Argentine Catholic University. Educational institution of higher education, it is one of the largest and most prestigious private universities in Argentina and is the main educational center in the country.
History
The university was founded in Argentina, and in the Catholic milieu, the need for a confessional university began to be talked about insistently during the second half of the 19th century, when the opposition to secularism that characterized this entire period was defined.
The idea of the creation of the University appears first in the Eucharistic Congress of the year 1884. In that Assembly, held in the same year as the sanction of Law 1420, a resolution was passed in favor of freedom of education in secondary and higher education. In addition, hopes were made for the foundation of a Catholic University, invested with the power to confer academic degrees in the various faculties, in which Catholic doctrine would be taught in all its integrity.
When, at the end of that decade, the Catholics resumed the interrupted movement, the same yearning was expressed again with enthusiasm. In the Assemblies of 1907 (Buenos Aires) and 1908 (Córdoba) the subject of freedom of education occupies a preferential place. The first Congress of the Catholic Youth of 1908, points out the importance of the integral formation of the youth and insists that the resolutions that the Episcopate had adopted since 1902 be carried out in the sense of founding the Catholic University “in which to youth for the exercise of liberal professions and that Catholic doctrine be taught in all its integrity.
Finally the initiative is fulfilled in 1910 by decision of the Argentine Episcopate, which founded the Catholic University of Buenos Aires. This first University had been conceived exclusively for the purpose of providing its students, within a Catholic formation and a general culture, with the capacity required for the exercise of certain professions. Since there was no organic law at that time to protect private universities, and in accordance with the constitutional precepts that recognize the right to teach and learn, the bishops believed that the lack of it was not a reason to defer the foundation of a university.
The Pbro.

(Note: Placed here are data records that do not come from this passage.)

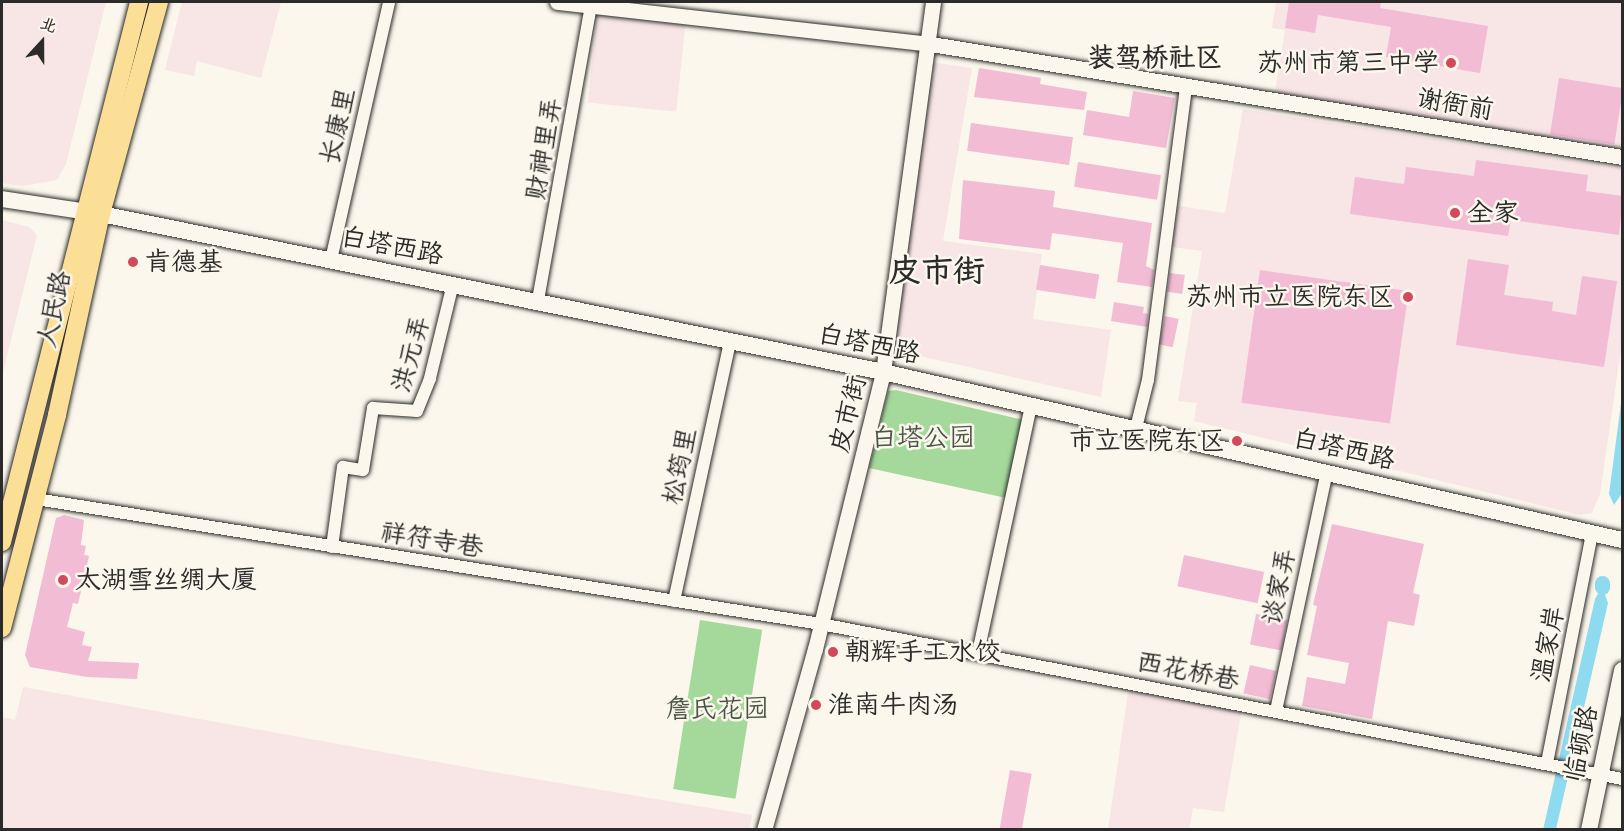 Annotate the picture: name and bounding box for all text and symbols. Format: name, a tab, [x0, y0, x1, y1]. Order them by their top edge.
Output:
north arrow	[12, 12, 72, 72]
text: 北	[37, 13, 60, 37]
district label: 装驾桥社区	[1088, 42, 1222, 74]
place label: 苏州市第三中学	[1257, 47, 1439, 79]
marker: 苏州市第三中学	[1444, 56, 1458, 70]
street label: 谢衙前	[1414, 82, 1496, 126]
street label: 长康里	[314, 84, 362, 168]
street label: 财神里弄	[520, 95, 568, 203]
place label: 全家	[1467, 197, 1519, 229]
marker: 全家	[1448, 206, 1462, 220]
street label: 白塔西路	[338, 221, 446, 271]
place label: 肯德基	[145, 246, 223, 278]
district label: 皮市街	[889, 252, 985, 290]
marker: 肯德基	[126, 255, 140, 269]
street label: 人民路	[31, 268, 77, 350]
place label: 苏州市立医院东区	[1186, 281, 1394, 313]
marker: 苏州市立医院东区	[1399, 288, 1417, 306]
street label: 洪元弄	[385, 312, 437, 396]
street label: 白塔西路	[815, 318, 923, 370]
street label: 皮市街	[823, 372, 873, 456]
park label: 白塔公园	[871, 422, 975, 454]
street label: 白塔西路	[1290, 422, 1398, 476]
street label: 松筠里	[657, 425, 703, 507]
place label: 市立医院东区	[1069, 425, 1225, 457]
marker: 市立医院东区	[1230, 434, 1244, 448]
street label: 祥符寺巷	[378, 516, 486, 564]
street label: 谈家弄	[1256, 546, 1302, 628]
place label: 太湖雪丝绸大厦	[75, 564, 257, 596]
marker: 太湖雪丝绸大厦	[56, 573, 70, 587]
street label: 温家岸	[1525, 603, 1571, 685]
place label: 朝辉手工水饺	[845, 636, 1001, 668]
marker: 朝辉手工水饺	[826, 645, 840, 659]
street label: 西花桥巷	[1134, 646, 1242, 696]
place label: 淮南牛肉汤	[828, 689, 958, 721]
park label: 詹氏花园	[665, 693, 769, 725]
marker: 淮南牛肉汤	[809, 698, 823, 712]
street label: 临顿路	[1558, 703, 1604, 785] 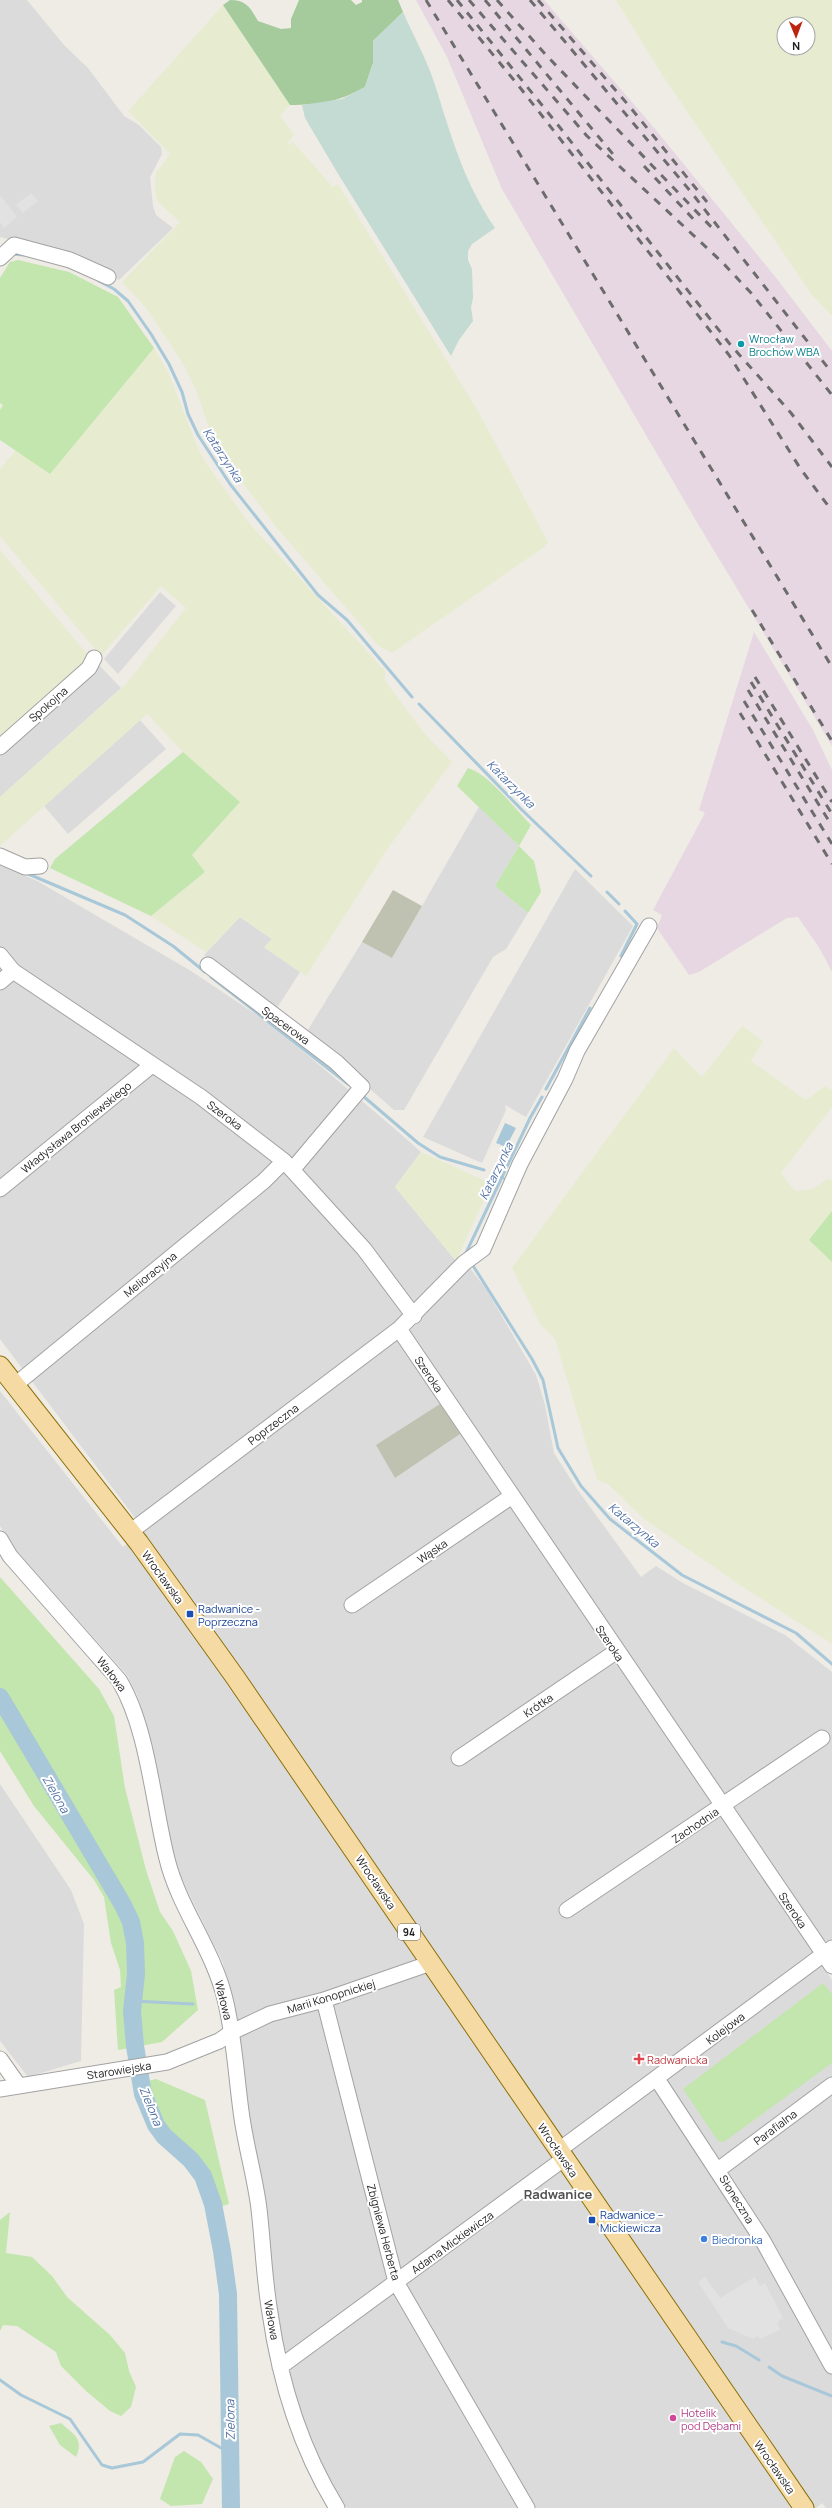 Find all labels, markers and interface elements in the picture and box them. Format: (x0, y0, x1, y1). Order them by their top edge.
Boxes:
north arrow (776, 16, 816, 56)
text: N (792, 39, 800, 54)
place label: Wrocław Brochów WBA (749, 331, 820, 359)
marker: Wrocław Brochów WBA (736, 339, 746, 349)
water label: Katarzynka (199, 424, 248, 487)
street label: Spokojna (25, 683, 71, 725)
water label: Katarzynka (483, 756, 540, 813)
street label: Spacerowa (259, 1002, 313, 1048)
street label: Władysława Broniewskiego (18, 1077, 135, 1176)
street label: Szeroka (204, 1097, 246, 1133)
water label: Katarzynka (475, 1138, 518, 1203)
street label: Melioracyjna (120, 1248, 180, 1300)
street label: Szeroka (411, 1353, 447, 1395)
street label: Poprzeczna (245, 1400, 301, 1448)
water label: Katarzynka (605, 1499, 664, 1552)
street label: Wąska (414, 1535, 450, 1567)
street label: Wrocławska (139, 1548, 187, 1606)
place label: Radwanice - Poprzeczna (198, 1601, 260, 1629)
marker: Radwanice - Poprzeczna (185, 1609, 195, 1619)
street label: Szeroka (592, 1622, 628, 1664)
street label: Wałowa (94, 1653, 130, 1695)
street label: Krótka (520, 1690, 556, 1720)
water label: Zielona (38, 1772, 74, 1817)
street label: Zachodnia (669, 1804, 721, 1846)
street label: Wrocławska (352, 1852, 400, 1912)
street label: Szeroka (775, 1889, 811, 1931)
road number: 94 (398, 1924, 420, 1940)
street label: Marii Konopnickiej (285, 1975, 377, 2017)
street label: Wałowa (212, 1979, 236, 2021)
street label: Kolejowa (703, 2009, 747, 2047)
place label: Radwanicka (647, 2052, 708, 2067)
marker: Radwanicka (634, 2054, 644, 2064)
street label: Starowiejska (86, 2058, 152, 2082)
water label: Zielona (135, 2084, 167, 2129)
street label: Parafialna (750, 2106, 800, 2148)
street label: Wrocławska (534, 2120, 582, 2180)
street label: Słoneczna (716, 2172, 758, 2226)
street label: Zbigniewa Herberta (364, 2182, 404, 2282)
district label: Radwanice (524, 2185, 592, 2203)
street label: Adama Mickiewicza (408, 2207, 496, 2277)
place label: Radwanice – Mickiewicza (600, 2207, 663, 2235)
marker: Radwanice – Mickiewicza (587, 2215, 597, 2225)
place label: Biedronka (712, 2232, 763, 2247)
marker: Biedronka (699, 2234, 709, 2244)
street label: Wałowa (261, 2299, 283, 2341)
water label: Zielona (221, 2398, 239, 2441)
place label: Hotelik pod Dębami (681, 2405, 741, 2433)
marker: Hotelik pod Dębami (668, 2413, 678, 2423)
street label: Wrocławska (751, 2437, 799, 2497) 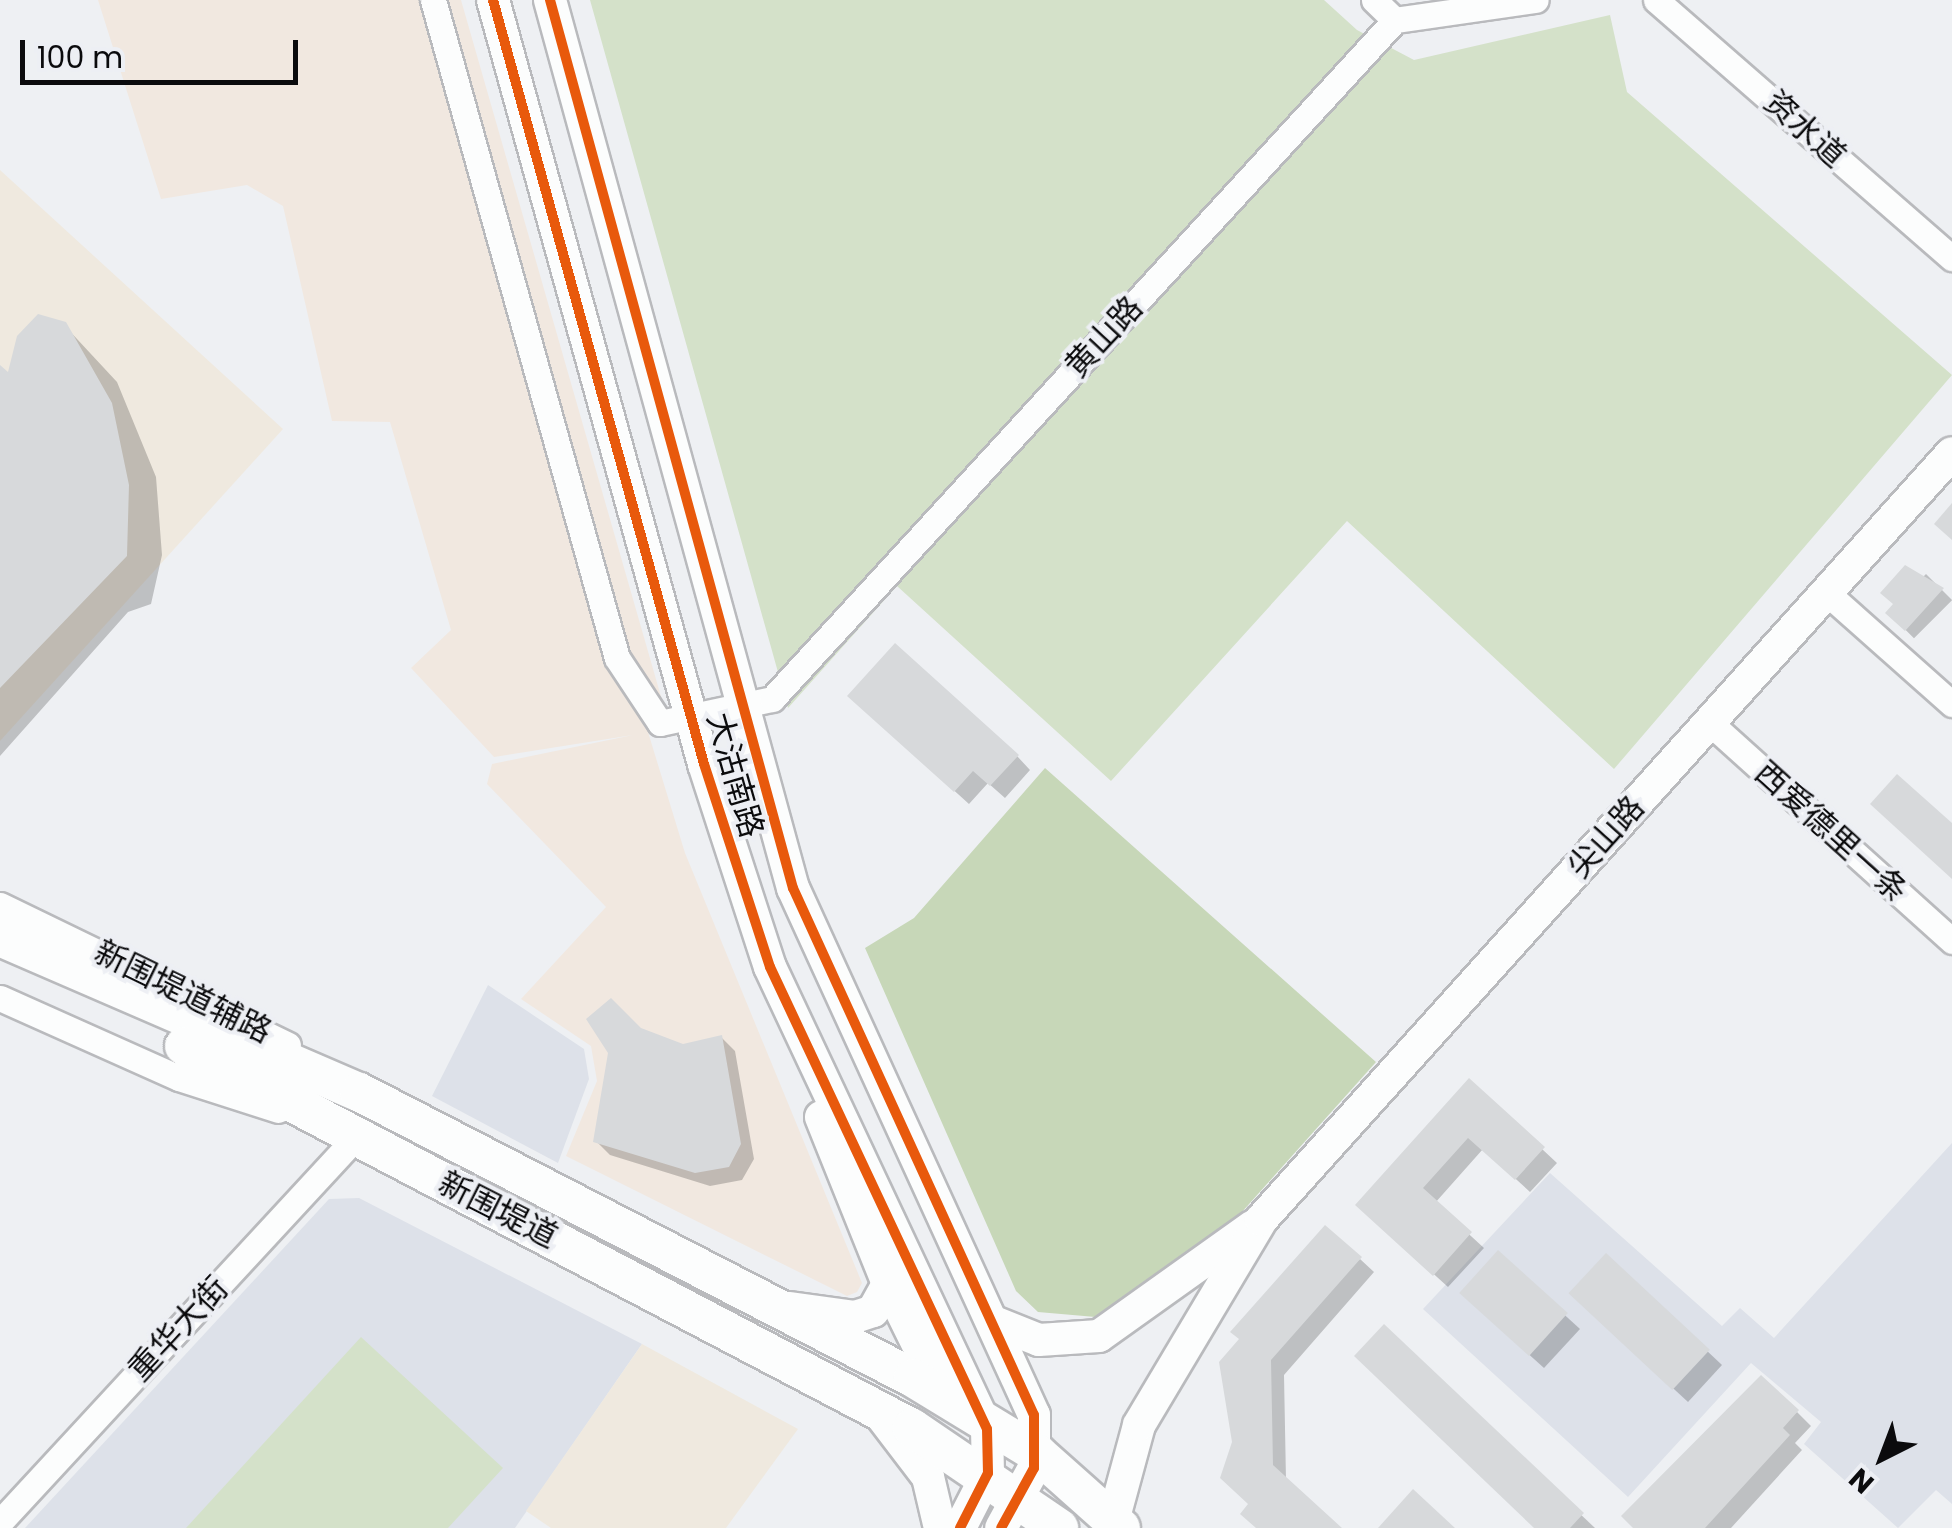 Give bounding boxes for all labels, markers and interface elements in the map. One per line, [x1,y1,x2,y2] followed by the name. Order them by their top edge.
[25,20,302,82] scale bar
[37,36,123,79] text: 100 m
[1756,83,1854,175] street label: 资水道
[1057,289,1151,385] street label: 黄山路
[699,708,771,842] street label: 大沽南路
[1747,753,1915,911] street label: 西爱德里一条
[1560,788,1652,886] street label: 尖山路
[88,933,278,1051] street label: 新围堤道辅路
[432,1164,564,1256] street label: 新围堤道
[120,1269,236,1389] street label: 重华大街
[1832,1408,1932,1508] north arrow
[1841,1459,1882,1502] text: N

Luis Duprat was appointed Rector and the Superior Council, for its part, was made up of Drs. Joaquín Cullen, Emilio Lamarca and Angel Pizarro among others. The second and last Rector –there were only two- was Bishop Miguel De Andrea. Only two years after its foundation did its only Faculty, Law, begin to function. The study plans of this Faculty were organized according to the plans of the official University and year after year, it completed up to six, the entire table of required disciplines to which the compulsory courses of Philosophy and History were added, destined to integrate the training of students.
However, the life of this first Catholic University was short-lived: as its degrees were not recognized by the State, it closed its doors in 1922. All the efforts made to save the crisis that hit the brand new University at that time were useless. But the experience nevertheless left a great lesson, it revealed the possibility of constituting a teaching body and an adequate structure.